Condoms — partial, not full, protection
Condoms give partial protection only, because HPV can infect areas a condom doesn't cover. Consistent condom use lowers the amount of skin contact and reduces transmission risk, and condoms still protect against the fluid-borne STIs that condoms are excellent at blocking. Treat them as one layer in the stack, not the whole defense.
Cervical screening — catching changes before they're cancer
Screening doesn't prevent infection. It finds precancer early, before it turns into the bad outcome. Current guidance starts cervical screening at age 25 with a primary HPV test every 5 years (preferred) rather than a yearly Pap ACS screening guidelines.
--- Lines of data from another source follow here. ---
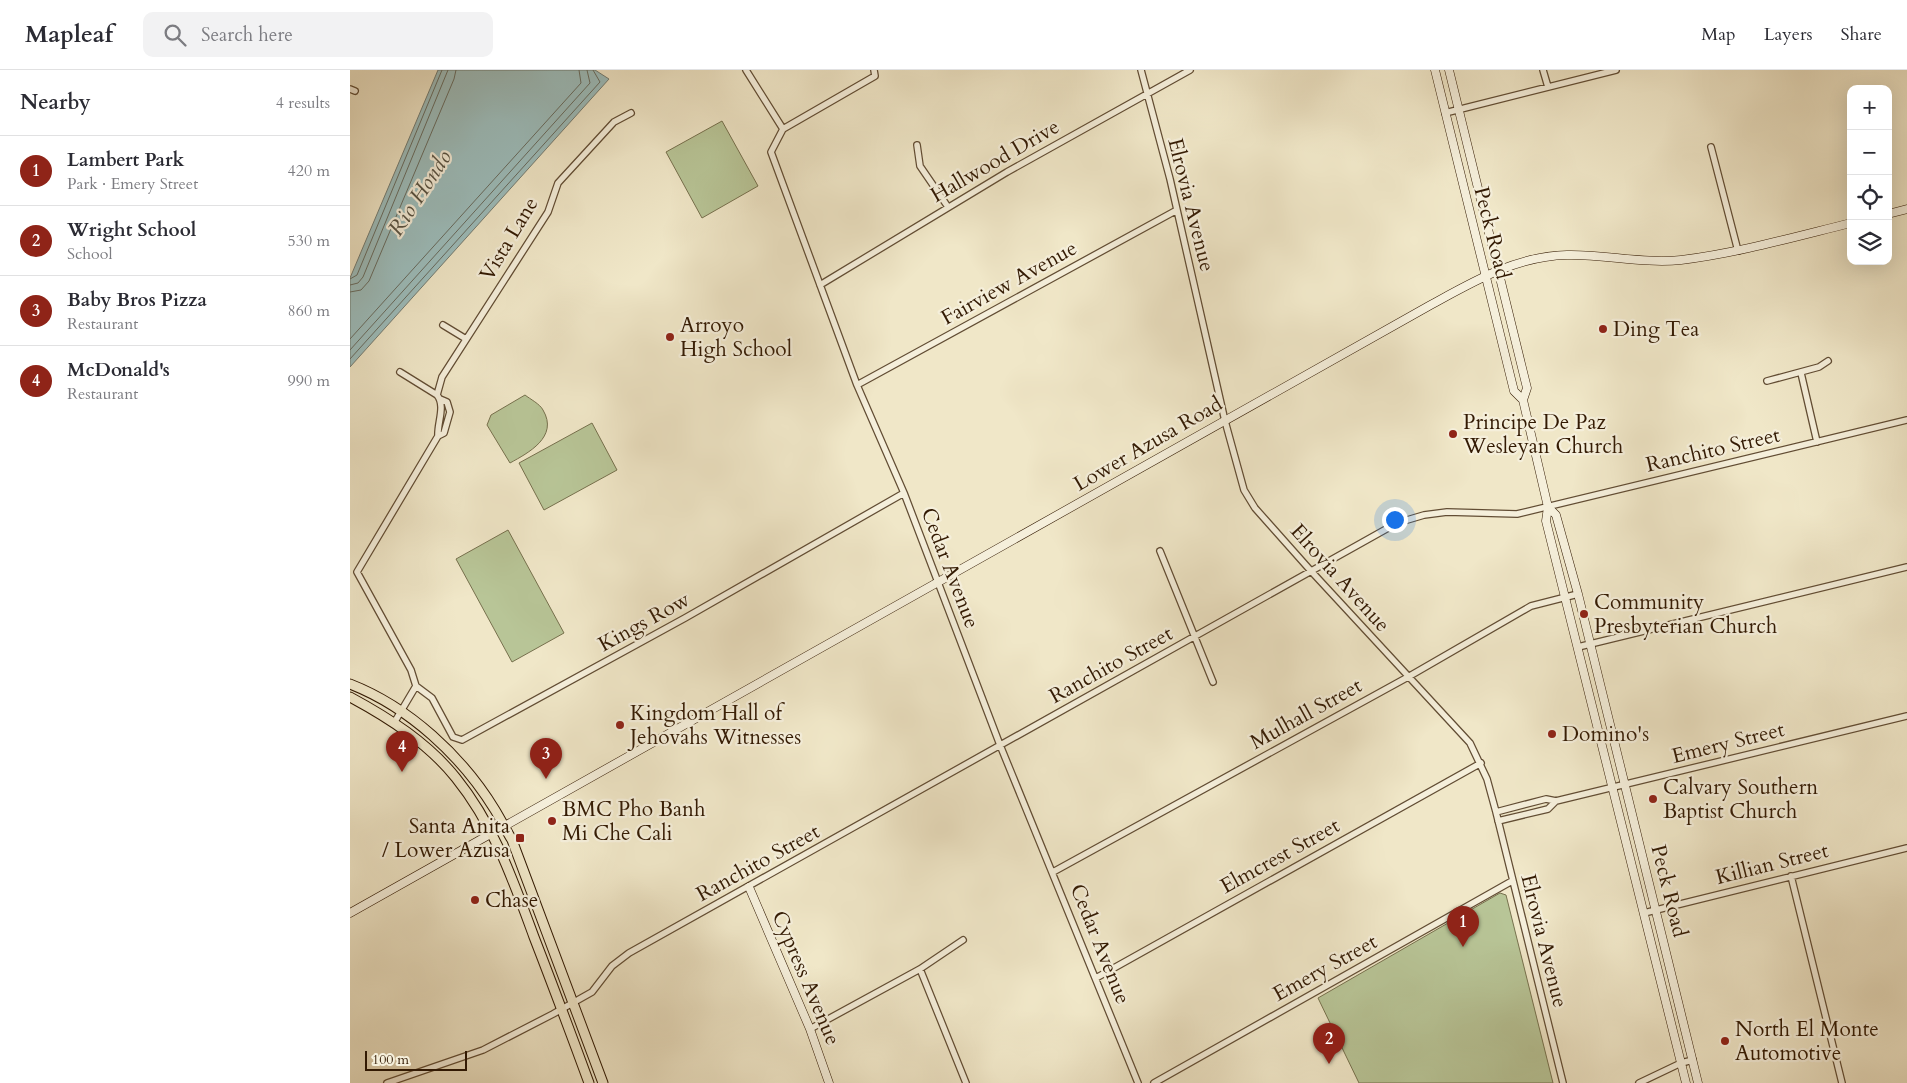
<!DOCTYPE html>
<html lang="en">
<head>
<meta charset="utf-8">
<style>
  body { margin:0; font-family:Cardo,serif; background:#f2f2f3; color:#2b2b33 }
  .controls { position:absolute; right:15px; top:15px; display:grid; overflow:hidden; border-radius:10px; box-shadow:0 5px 20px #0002 }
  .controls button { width:45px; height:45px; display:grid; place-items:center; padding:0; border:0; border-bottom:1px solid #e1e1e2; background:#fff; color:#2b2b33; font:25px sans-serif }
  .scale { position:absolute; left:15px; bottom:12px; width:102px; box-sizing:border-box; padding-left:5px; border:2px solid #331a03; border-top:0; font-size:14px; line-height:18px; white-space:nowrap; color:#331a03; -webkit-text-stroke:4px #f5efdb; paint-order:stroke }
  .you { position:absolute; left:1044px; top:449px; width:18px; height:18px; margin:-12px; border:4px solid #fff; border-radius:50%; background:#1a73e8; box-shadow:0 0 0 8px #1a73e833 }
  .badge { display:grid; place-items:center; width:32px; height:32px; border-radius:50%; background:#8f2418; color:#fff; font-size:16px; font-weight:700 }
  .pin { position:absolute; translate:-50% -41px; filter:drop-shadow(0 1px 2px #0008) }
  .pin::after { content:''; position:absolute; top:26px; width:18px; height:15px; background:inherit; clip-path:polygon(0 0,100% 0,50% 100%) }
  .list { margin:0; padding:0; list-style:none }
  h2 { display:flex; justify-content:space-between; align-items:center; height:65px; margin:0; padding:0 20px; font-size:21px }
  h2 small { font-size:16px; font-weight:400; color:#7c7c81 }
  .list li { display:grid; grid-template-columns:32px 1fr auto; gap:15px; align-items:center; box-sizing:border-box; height:70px; padding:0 20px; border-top:1px solid #e1e1e2 }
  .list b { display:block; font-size:19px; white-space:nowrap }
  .list p { margin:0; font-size:16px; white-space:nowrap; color:#7c7c81 }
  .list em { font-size:16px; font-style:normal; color:#7c7c81 }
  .icon { flex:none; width:28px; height:28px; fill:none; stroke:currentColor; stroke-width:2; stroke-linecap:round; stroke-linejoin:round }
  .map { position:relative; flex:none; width:1557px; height:1013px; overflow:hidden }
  header { display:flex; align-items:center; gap:30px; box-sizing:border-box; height:70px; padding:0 25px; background:#fff; border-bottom:1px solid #e1e1e2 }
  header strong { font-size:24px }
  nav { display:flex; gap:28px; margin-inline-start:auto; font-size:18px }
  .search { width:350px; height:45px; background:#f2f2f3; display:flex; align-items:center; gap:12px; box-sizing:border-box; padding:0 18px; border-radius:10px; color:#7c7c81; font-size:19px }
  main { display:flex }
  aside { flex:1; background:#fff }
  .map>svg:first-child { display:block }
  .green { fill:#b8c597; stroke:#76704d }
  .water { fill:#9dbebd; stroke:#737c73 }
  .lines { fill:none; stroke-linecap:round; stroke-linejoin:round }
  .shore { stroke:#686c60; stroke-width:1 }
  .street-casing { stroke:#624d34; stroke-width:8 }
  .secondary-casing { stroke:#331a03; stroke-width:9 }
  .primary-casing { stroke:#331a03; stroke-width:11 }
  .street { stroke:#f5efdb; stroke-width:5.5 }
  .secondary { stroke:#f5efdb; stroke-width:8 }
  .primary { stroke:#f0e7c8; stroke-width:9 }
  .poi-dot { fill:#8f2418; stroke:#f5efdb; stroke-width:2 }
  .labels { text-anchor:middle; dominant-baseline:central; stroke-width:4.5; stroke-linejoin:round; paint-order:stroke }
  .street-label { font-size:21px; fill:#331a03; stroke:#f5efdb }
  .poi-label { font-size:21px; fill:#331a03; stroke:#f5efdb; text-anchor:start }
  .water-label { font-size:22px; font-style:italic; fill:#585344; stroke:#f5efdb }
</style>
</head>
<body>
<header>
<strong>Mapleaf</strong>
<div class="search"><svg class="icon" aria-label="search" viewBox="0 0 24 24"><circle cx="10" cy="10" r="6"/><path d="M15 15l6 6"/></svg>Search here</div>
<nav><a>Map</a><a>Layers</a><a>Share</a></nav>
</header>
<main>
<aside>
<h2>Nearby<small>4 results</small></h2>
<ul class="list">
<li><span class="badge">1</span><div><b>Lambert Park</b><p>Park · Emery Street</p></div><em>420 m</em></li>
<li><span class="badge">2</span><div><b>Wright School</b><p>School</p></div><em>530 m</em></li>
<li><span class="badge">3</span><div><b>Baby Bros Pizza</b><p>Restaurant</p></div><em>860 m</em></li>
<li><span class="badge">4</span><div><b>McDonald's</b><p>Restaurant</p></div><em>990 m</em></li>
</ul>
</aside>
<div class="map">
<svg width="1557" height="1013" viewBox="0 0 1557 1013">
  <rect width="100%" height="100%" fill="#f0e7c8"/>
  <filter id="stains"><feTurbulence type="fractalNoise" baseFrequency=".004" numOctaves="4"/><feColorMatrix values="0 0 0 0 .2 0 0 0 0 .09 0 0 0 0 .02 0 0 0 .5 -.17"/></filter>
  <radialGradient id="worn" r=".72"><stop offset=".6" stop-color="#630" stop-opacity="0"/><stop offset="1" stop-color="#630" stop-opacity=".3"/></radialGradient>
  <path class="green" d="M372 51 408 116 352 148 316 82Z
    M175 325C180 329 190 334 193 340 209 367 178 383 160 393L137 355 141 345Z
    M242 353 267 400 194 440 169 393Z
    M158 460 214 563 162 592 106 489Z
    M1150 823 1156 825 1203 1013H1009L968 928Z"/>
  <path class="water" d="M88 0H245L259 9 0 297V208Z"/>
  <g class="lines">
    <path class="shore" d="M0 209 7 205 92 0
      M0 215 8 213 13 207 98 0
      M0 222 11 220 19 211 104 9 106 0
      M0 269 231 13 229 0
      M0 280 240 13 237 0
      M0 289 250 12 243 0"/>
    <defs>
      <path id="street" d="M396 0 433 59
        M791 0 820 109 875 351 894 420 905 438 961 501 1120 673 1137 709 1146 742 1213 1013
        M1193 0 1198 17
        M0 19 5 21
        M1095 43 1266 0
        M433 59 421 82 507 315 554 423 650 675 788 1013
        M433 59 525 6 524 0
        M567 75 570 96 598 137
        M1361 77 1388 181
        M470 215 657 102 840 0
        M93 255 116 269
        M50 302 87 325
        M1451 303 1467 372
        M1417 311 1469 297 1478 291
        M507 315 827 140
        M88 366C87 353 96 336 87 325L92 307 198 142 208 113 264 52 281 43
        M810 481 863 612
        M1228 577 1557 497
        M66 616 82 628 103 667 112 670 335 548 554 423
        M44 653 66 616 61 600 7 502 88 366 94 363 100 342 97 332 90 329
        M1146 742 1196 729 1206 731 1557 646
        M1148 751 1198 739 1206 731
        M703 802 1058 607 1181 536 1228 524
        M1441 806 1492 1013
        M1294 843 1557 778
        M570 899 616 1013
        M746 908 1131 693
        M460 959 570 899 613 870
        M37 1013 133 980 203 944 242 922 262 896 279 883 1047 453 1074 445 1097 442 1167 444 1557 350
        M804 1013 1162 811
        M1289 1013 1331 993 1343 990"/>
      <path id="secondary" d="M1085 0 1164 321 1173 330
        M1099 0 1177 318 1173 330 1198 437 1196 451 1336 1013
        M1538 144 1557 139
        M1198 437 1206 445 1228 524 1348 1013
        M399 817 460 959 479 1013
        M0 843 1077 237C1121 213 1165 186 1217 185 1255 184 1293 194 1331 190 1388 183 1444 167 1501 153"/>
      <path id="primary" d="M0 614C59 637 112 686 145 740 151 750 156 760 162 770L253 1013
        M0 627C39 648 78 673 106 708 144 755 163 810 184 867 203 916 221 964 239 1013"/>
    </defs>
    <use href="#street" class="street-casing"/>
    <use href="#secondary" class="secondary-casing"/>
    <use href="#primary" class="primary-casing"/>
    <use href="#street" class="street"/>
    <use href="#secondary" class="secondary"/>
    <use href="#primary" class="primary"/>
  </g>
  <g class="poi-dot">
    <circle cx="1253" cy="259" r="5"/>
    <circle cx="320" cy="267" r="5"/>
    <circle cx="1103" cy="364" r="5"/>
    <circle cx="1234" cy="544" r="5"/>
    <circle cx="270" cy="655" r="5"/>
    <circle cx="1202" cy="664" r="5"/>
    <circle cx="1303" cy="729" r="5"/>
    <circle cx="202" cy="751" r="5"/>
    <rect x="165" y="763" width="10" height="10" rx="2.5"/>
    <circle cx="125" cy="830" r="5"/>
    <circle cx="1375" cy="971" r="5"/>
  </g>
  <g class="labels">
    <g class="street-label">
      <text transform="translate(645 91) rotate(-30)">Hallwood Drive</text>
      <text transform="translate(841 135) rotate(76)">Elrovia Avenue</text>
      <text transform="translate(1142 163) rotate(76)">Peck Road</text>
      <text transform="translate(159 169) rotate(-59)">Vista Lane</text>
      <text transform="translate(659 213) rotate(-29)">Fairview Avenue</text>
      <text transform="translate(798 374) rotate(-30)">Lower Azusa Road</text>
      <text transform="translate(1363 380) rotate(-13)">Ranchito Street</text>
      <text transform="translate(600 498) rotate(69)">Cedar Avenue</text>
      <text transform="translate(990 508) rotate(48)">Elrovia Avenue</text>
      <text transform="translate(294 552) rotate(-29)">Kings Row</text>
      <text transform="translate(761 595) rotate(-29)">Ranchito Street</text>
      <text transform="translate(956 644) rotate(-29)">Mulhall Street</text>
      <text transform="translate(1378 673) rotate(-14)">Emery Street</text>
      <text transform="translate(930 786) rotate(-29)">Elmcrest Street</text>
      <text transform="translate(408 793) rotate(-29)">Ranchito Street</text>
      <text transform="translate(1422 794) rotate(-14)">Killian Street</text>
      <text transform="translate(1319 821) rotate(76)">Peck Road</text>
      <text transform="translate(1194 871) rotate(76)">Elrovia Avenue</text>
      <text transform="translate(750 874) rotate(68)">Cedar Avenue</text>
      <text transform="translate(975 898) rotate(-29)">Emery Street</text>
      <text transform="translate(456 908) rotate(67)">Cypress Avenue</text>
    </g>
    <g class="poi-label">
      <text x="330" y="255">Arroyo<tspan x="330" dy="24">High School</tspan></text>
      <text x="1263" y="259">Ding Tea</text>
      <text x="1113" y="352">Principe De Paz<tspan x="1113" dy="24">Wesleyan Church</tspan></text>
      <text x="1244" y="532">Community<tspan x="1244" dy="24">Presbyterian Church</tspan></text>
      <text x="280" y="643">Kingdom Hall of<tspan x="280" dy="24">Jehovahs Witnesses</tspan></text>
      <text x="1212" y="664">Domino's</text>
      <text x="1313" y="717">Calvary Southern<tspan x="1313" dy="24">Baptist Church</tspan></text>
      <text x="212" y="739">BMC Pho Banh<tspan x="212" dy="24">Mi Che Cali</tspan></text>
      <text x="160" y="756" text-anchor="end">Santa Anita<tspan x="160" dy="24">/ Lower Azusa</tspan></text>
      <text x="135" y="830">Chase</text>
      <text x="1385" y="959">North El Monte<tspan x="1385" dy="24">Automotive</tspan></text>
    </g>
    <g class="water-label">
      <text transform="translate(70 123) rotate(-57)">Rio Hondo</text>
    </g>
  </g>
  <rect width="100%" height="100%" filter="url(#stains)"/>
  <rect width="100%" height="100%" fill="url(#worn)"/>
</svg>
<div class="controls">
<button>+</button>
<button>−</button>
<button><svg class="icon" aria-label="locate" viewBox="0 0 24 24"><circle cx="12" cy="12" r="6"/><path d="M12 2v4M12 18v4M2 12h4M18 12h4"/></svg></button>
<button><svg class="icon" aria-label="layers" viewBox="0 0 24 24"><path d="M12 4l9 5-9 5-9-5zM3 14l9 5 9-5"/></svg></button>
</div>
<div class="scale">100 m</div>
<div class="you"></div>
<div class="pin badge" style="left:1113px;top:877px">1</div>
<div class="pin badge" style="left:979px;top:994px">2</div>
<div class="pin badge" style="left:196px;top:709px">3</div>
<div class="pin badge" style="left:52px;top:702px">4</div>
</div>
</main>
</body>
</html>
The logic is built on biology: most HPV clears on its own within two years, so testing less often but with a more sensitive HPV test catches more real precancer with fewer office visits and less overtreatment of infections that would have resolved anyway.
Is testing itself a form of prevention?
For people with a cervix, yes — HPV testing and Pap testing find precancerous changes early enough to treat. But HPV testing isn't a general STI screen, and a few limits trip people up:
- There's no routine HPV test for men: HPV tests aren't recommended to screen men, adolescents, or women under age 30.
- HPV testing isn't used to diagnose warts — the results aren't confirmatory and don't guide genital-wart management CDC STI Tx Guidelines.
- A negative HPV test on screening means no high-risk type was detected on that sample at that time. It isn't a lifetime clearance certificate.
If a recent exposure has you anxious, an HPV test isn't the move. What helps is understanding the right timing for the STIs that do have reliable tests. Our guide on when to test after exposure lays out the windows, and you can get tested for the panel that actually applies to your situation.
Anal screening and high-risk groups
HPV's cancer toll reaches well beyond the cervix. It causes virtually all cervical cancer, over 90% of anal cancers, and about 70% of throat cancers NCI. That raises a fair question about anal screening. CDC's 2021 guidance found the data insufficient to recommend routine anal cytology, even for men who have sex with men or people with HIV. That position predates the 2022 ANCHOR trial, which showed that treating anal high-grade lesions reduced anal cancer in people with HIV; since then, some specialty groups suggest periodic anal Pap for high-risk groups where high-resolution anoscopy referral exists. It is not a blanket CDC recommendation, so talk with a clinician who knows your risk. Learn what these changes look like in our overview of anal dysplasia and cancer.
Putting the prevention stack together
No single tool covers everything, which is why layering matters. Here's how the three pieces compare on what they actually do:
| Method | What it does | What it misses |
|---|---|---|
| Gardasil 9 vaccine | Prevents infection from 9 HPV types before exposure; prevents most HPV cancers and warts | Won't treat an existing infection or warts; doesn't cover every HPV type |
| Condoms | Lower skin-to-skin contact and reduce transmission; block fluid-borne STIs well | Leave uncovered genital skin exposed; don't cover oral exposure |
| Cervical screening (HPV test) | Finds precancer early enough to treat | Doesn't prevent infection; not used for men or for diagnosing warts |
HPV usually clears on its own — in about 9 out of 10 cases it goes away within two years without health problems. The types that cause warts (6 and 11) are not the types that cause cancer (16, 18, and others). People often blur those into one scary thing; they're two different problems.
When to see a clinician
Book a visit if you notice new genital, anal, or oral bumps or warts; if you're due for cervical screening and haven't gone; if you're unvaccinated and want to know whether you still qualify; or if you have HIV or another reason to discuss anal screening. New warts aren't an emergency, but they don't clear faster by waiting, and a clinician can confirm what they are and discuss treatment options.